Se produjo un silencio incómodo. Ambos estaban de pie frente a frente, sin saber qué decir; dos personas que no se conocen bien y que tratan de dejar atrás las turbulencias iniciales de su relación.

Luego él sonrió y transformó su cara por lo general inexpresiva en la de un hombre mucho más joven.

– Me muero de hambre -dijo-. Trae esa comida.

Con una carcajada, ella pasó a la casa. Era la primera vez que entraba, y lo hizo despacio para mirar alrededor, registrando todos los detalles femeninos. Las cortinas de cretona, las acuarelas de flores en la pared. No era lo que esperaba. Diablos, era más femenino que su propio departamento.

– Vamos a la cocina -dijo él-. Mis papeles están allí.

La condujo por el living y ella divisó un piano vertical.

– ¡Genial! ¿Tocas el piano?

– No, es de Mary. Yo no tengo oído para la música.

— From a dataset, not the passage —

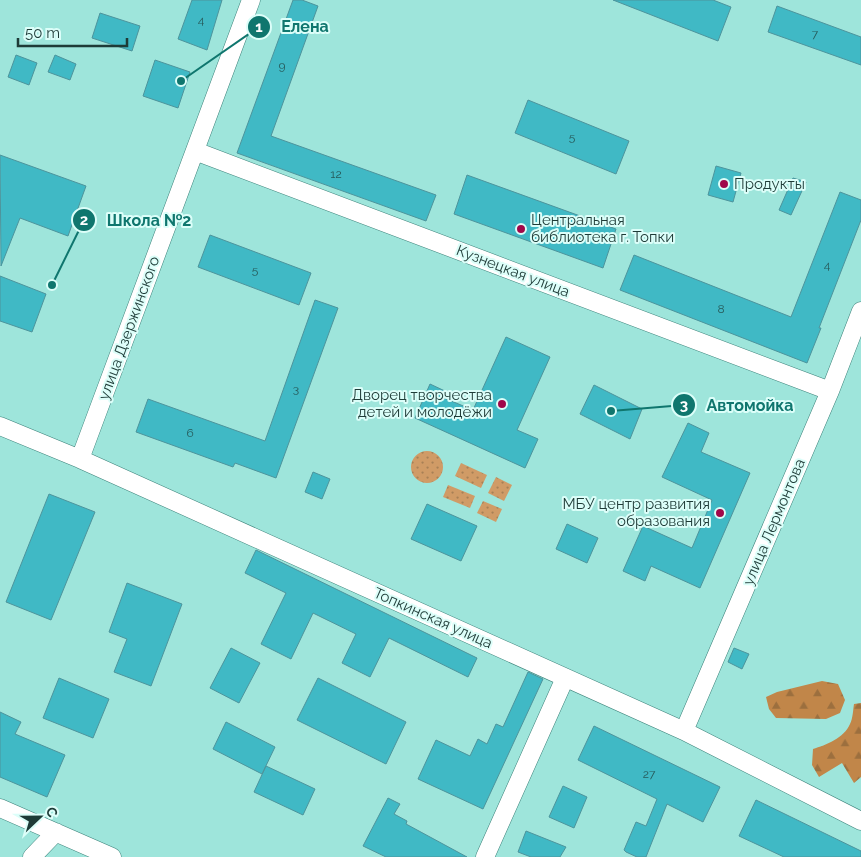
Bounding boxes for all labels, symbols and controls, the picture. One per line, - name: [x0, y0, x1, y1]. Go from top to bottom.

Es de Mary. Tiempo presente. Lo que la sorprendió en ese momento fue que la razón por la que esa casa se veía tan femenina era a causa de Mary en tiempo presente, una casa que esperaba, inalterada, a que su señora estuviera de regreso. Una foto de la mujer de Moore se recortaba sobre el piano, una mujer bronceada con ojos risueños y el pelo despeinado por el viento. Mary, cuyas cortinas de cretona todavía colgaban de la casa a la que nunca regresaría.

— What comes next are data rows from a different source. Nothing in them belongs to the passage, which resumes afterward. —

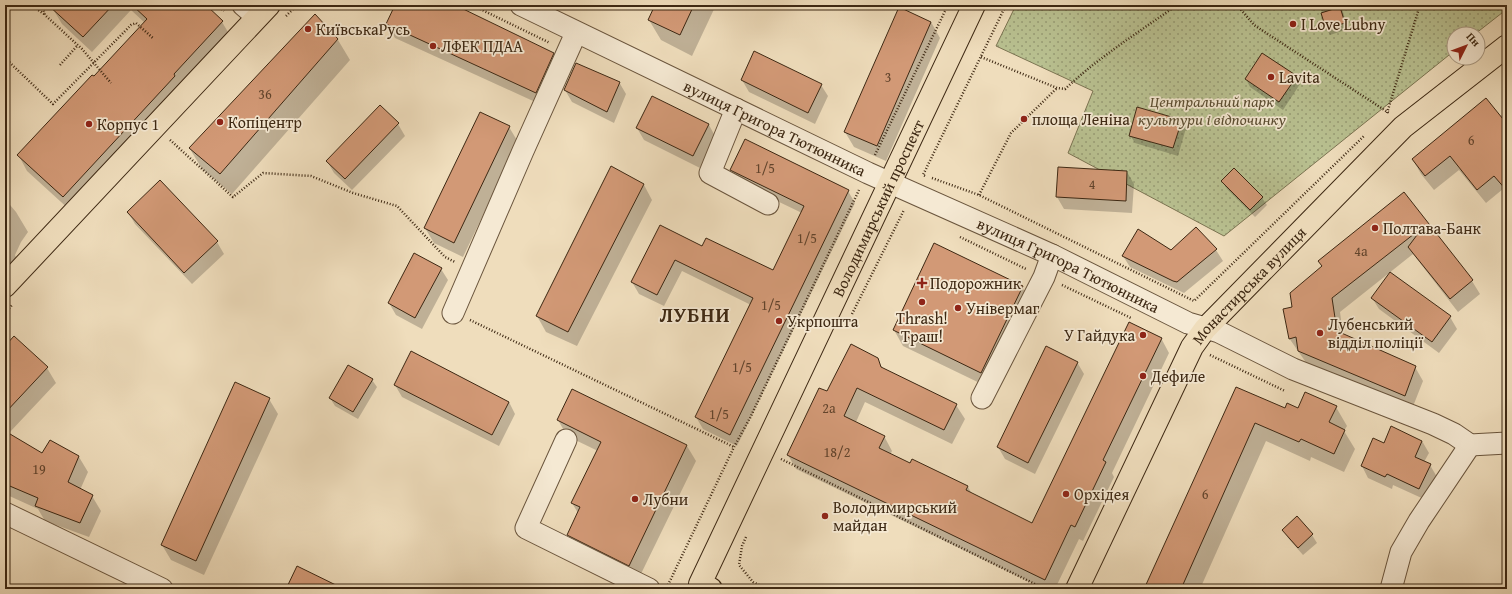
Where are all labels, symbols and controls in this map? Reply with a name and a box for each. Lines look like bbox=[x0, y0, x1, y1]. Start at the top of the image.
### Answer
place label: I Love Lubny bbox=[1301, 12, 1385, 36]
place label: КиївськаРусь bbox=[316, 17, 411, 41]
marker: I Love Lubny bbox=[1288, 19, 1298, 29]
marker: КиївськаРусь bbox=[303, 24, 313, 34]
north arrow bbox=[1446, 26, 1486, 66]
text: Пн bbox=[1463, 29, 1484, 50]
place label: ЛФЕК ПДАА bbox=[441, 34, 523, 58]
marker: ЛФЕК ПДАА bbox=[428, 41, 438, 51]
place label: Lavita bbox=[1279, 65, 1320, 89]
house number: 3 bbox=[885, 67, 891, 87]
marker: Lavita bbox=[1266, 72, 1276, 82]
street label: вулиця Григора Тютюнника bbox=[680, 74, 870, 182]
house number: 36 bbox=[258, 84, 272, 104]
park label: Центральний парк культури і відпочинку bbox=[1138, 89, 1287, 131]
place label: площа Леніна bbox=[1032, 107, 1130, 131]
place label: Копіцентр bbox=[228, 110, 302, 134]
place label: Корпус 1 bbox=[97, 112, 159, 136]
marker: площа Леніна bbox=[1019, 114, 1029, 124]
street label: Володимирський проспект bbox=[826, 115, 930, 301]
marker: Копіцентр bbox=[215, 117, 225, 127]
marker: Корпус 1 bbox=[84, 119, 94, 129]
house number: 6 bbox=[1468, 130, 1475, 150]
house number: 1/5 bbox=[755, 158, 775, 178]
house number: 4 bbox=[1089, 174, 1096, 194]
street label: вулиця Григора Тютюнника bbox=[973, 211, 1164, 319]
place label: Полтава-Банк bbox=[1383, 216, 1482, 240]
street label: Монастирська вулиця bbox=[1186, 221, 1312, 349]
marker: Полтава-Банк bbox=[1370, 223, 1380, 233]
house number: 1/5 bbox=[797, 228, 817, 248]
house number: 4а bbox=[1354, 241, 1368, 261]
place label: Подорожник bbox=[930, 271, 1022, 295]
marker: Подорожник bbox=[917, 278, 927, 288]
house number: 1/5 bbox=[761, 295, 781, 315]
place label: Універмаг bbox=[966, 296, 1040, 320]
marker: Thrash! Траш! bbox=[917, 297, 927, 307]
district label: ЛУБНИ bbox=[659, 300, 731, 329]
marker: Універмаг bbox=[953, 303, 963, 313]
place label: Thrash! Траш! bbox=[896, 306, 948, 348]
place label: Укрпошта bbox=[787, 309, 859, 333]
place label: Лубенський відділ поліції bbox=[1328, 312, 1424, 354]
marker: Укрпошта bbox=[774, 316, 784, 326]
place label: У Гайдука bbox=[1064, 323, 1135, 347]
marker: Лубенський відділ поліції bbox=[1315, 328, 1325, 338]
marker: У Гайдука bbox=[1138, 330, 1148, 340]
house number: 1/5 bbox=[732, 357, 752, 377]
place label: Дефиле bbox=[1150, 364, 1205, 388]
marker: Дефиле bbox=[1138, 371, 1148, 381]
house number: 2а bbox=[822, 398, 836, 418]
house number: 1/5 bbox=[709, 404, 729, 424]
house number: 18/2 bbox=[824, 442, 850, 462]
house number: 19 bbox=[32, 459, 46, 479]
place label: Орхідея bbox=[1074, 482, 1129, 506]
house number: 6 bbox=[1202, 484, 1209, 504]
place label: Лубни bbox=[643, 487, 689, 511]
marker: Орхідея bbox=[1061, 489, 1071, 499]
marker: Лубни bbox=[630, 494, 640, 504]
place label: Володимирський майдан bbox=[833, 495, 958, 537]
marker: Володимирський майдан bbox=[820, 511, 830, 521]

En la cocina, Rizzoli colocó la bolsa de comida sobre la mesada, cerca de una montaña de expedientes. Moore revolvió entre las carpetas y encontró lo que buscaba.

– El informe de una consulta de emergencia de Elena Ortiz -dijo mientras se lo alcanzaba.

– ¿Esto es obra de Cordell?

Él le devolvió una sonrisa irónica.

– Parece que estoy rodeado de mujeres más competentes que yo.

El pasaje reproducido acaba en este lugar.